Les tenants de l'élargissement ont donné des assurances à profusion, mais n'ont ajouté aucune mesure de protection.
Dans les dernières semaines, j'ai travaillé avec plus de 200 collègues à déboulonner le flot de désinformation qui oriente les politiques. Vous pouvez voir la publication d'aujourd'hui sur impactethics.ca. Vous trouverez aussi d'autres liens sur le nouveau site de la Society of Canadian Psychiatry, socpsych.org.

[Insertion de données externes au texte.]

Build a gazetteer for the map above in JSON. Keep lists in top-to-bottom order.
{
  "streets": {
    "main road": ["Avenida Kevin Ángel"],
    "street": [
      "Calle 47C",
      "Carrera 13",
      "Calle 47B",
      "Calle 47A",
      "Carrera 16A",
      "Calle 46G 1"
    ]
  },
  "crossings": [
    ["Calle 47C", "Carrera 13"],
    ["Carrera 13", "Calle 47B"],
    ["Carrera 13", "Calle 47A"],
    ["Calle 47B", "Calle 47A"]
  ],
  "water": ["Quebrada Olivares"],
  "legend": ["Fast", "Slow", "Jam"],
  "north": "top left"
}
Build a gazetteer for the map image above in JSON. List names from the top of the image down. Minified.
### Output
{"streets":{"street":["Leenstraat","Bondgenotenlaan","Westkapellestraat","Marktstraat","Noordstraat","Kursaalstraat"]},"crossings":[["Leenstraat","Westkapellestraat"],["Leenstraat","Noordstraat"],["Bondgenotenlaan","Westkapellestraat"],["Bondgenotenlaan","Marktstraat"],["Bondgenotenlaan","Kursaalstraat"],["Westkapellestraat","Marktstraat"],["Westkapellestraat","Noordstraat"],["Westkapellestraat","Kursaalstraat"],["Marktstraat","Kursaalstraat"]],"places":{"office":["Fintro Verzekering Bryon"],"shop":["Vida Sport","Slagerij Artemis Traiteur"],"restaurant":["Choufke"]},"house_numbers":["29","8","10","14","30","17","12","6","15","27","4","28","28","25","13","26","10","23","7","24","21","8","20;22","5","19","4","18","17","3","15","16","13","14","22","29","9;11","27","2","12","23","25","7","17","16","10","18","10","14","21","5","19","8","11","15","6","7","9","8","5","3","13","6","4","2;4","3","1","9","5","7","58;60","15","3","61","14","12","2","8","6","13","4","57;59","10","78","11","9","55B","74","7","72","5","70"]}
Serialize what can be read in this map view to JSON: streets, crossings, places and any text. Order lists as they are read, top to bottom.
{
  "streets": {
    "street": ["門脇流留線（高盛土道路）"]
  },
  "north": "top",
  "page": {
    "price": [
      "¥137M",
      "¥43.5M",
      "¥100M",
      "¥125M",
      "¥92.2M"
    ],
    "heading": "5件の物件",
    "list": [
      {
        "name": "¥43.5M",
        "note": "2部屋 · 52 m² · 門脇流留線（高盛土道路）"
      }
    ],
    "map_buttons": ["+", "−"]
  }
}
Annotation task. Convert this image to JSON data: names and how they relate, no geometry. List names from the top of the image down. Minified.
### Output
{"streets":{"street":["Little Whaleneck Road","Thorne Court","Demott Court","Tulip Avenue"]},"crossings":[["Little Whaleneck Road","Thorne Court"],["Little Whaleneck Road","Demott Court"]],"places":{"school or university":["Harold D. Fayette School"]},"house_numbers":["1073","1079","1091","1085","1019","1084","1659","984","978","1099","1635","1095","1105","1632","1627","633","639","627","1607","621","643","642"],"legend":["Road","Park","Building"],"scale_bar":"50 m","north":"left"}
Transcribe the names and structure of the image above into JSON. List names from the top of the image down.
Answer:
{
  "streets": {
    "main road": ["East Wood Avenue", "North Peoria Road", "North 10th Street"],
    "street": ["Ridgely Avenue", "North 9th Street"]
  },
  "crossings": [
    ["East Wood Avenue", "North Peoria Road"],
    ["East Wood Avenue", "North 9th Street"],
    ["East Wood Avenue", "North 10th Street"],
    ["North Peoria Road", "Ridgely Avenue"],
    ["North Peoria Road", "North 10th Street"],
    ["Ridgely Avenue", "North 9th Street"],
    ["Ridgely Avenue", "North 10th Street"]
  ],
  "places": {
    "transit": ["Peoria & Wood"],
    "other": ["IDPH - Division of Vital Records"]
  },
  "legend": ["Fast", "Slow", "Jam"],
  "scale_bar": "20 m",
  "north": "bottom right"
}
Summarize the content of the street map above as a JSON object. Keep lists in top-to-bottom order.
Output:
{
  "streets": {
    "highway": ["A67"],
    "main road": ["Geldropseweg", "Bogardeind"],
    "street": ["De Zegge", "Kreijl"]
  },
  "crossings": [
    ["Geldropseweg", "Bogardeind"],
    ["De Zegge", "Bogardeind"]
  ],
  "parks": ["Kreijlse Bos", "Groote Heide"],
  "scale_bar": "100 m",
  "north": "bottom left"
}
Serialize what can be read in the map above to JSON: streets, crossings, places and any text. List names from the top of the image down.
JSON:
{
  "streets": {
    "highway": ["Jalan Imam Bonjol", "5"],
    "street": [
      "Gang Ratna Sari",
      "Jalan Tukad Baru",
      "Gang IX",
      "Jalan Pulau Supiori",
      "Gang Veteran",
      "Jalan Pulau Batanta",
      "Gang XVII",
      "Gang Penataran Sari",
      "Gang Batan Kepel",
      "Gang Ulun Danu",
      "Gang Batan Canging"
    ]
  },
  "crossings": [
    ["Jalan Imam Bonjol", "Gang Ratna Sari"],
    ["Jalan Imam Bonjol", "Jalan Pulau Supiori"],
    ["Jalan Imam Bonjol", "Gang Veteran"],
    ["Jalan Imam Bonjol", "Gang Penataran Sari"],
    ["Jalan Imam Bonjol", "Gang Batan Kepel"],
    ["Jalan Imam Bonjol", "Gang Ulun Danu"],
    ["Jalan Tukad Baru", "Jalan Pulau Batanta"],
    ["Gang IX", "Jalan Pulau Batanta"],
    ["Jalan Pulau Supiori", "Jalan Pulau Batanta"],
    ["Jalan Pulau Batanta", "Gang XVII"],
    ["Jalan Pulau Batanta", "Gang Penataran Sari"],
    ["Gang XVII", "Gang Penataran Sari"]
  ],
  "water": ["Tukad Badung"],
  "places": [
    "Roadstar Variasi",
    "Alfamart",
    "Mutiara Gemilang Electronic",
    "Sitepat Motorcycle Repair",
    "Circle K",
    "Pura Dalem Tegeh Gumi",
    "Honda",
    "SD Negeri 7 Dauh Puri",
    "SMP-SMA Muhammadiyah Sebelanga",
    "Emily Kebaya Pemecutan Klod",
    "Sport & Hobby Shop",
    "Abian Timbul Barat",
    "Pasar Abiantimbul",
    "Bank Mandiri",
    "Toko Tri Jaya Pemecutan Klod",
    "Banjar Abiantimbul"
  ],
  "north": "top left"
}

La présidente de l'Association des psychiatres du Canada, la Dre Freeland, a admis du bout des lèvres que les choses ne sont pas tout à fait prêtes. La responsable de la formation de l'ACEPA, la Dre Li, a écrit qu'elle avait de graves préoccupations concernant le degré de préparation. La Dre Gupta a mentionné lors de son témoignage qu'une ou deux personnes parmi ses patients seraient admissibles. Je ne peux pas me prononcer sur la gravité des maladies en question, mais M. Scott Kim, chercheur au National Institutes of Health, estime à plus de 2 000 le nombre de patients qui se sont vu accorder l'euthanasie pour des motifs psychiatriques.
Cette augmentation n'est pas vraiment une pente glissante. C'est un train dont on a perdu le contrôle, comme celui qui a causé le désastre de Lac-Mégantic. Une multitude de signes montrent au gouvernement qu'il ne devrait pas aller de l'avant. S'il choisit de le faire, il ne pourra pas dire qu'il n'aura pas été averti.
Nous ne sommes pas prêts. Vous devrez soit conserver la date butoir arbitraire, soit arrêter le train de manière responsable.
Merci.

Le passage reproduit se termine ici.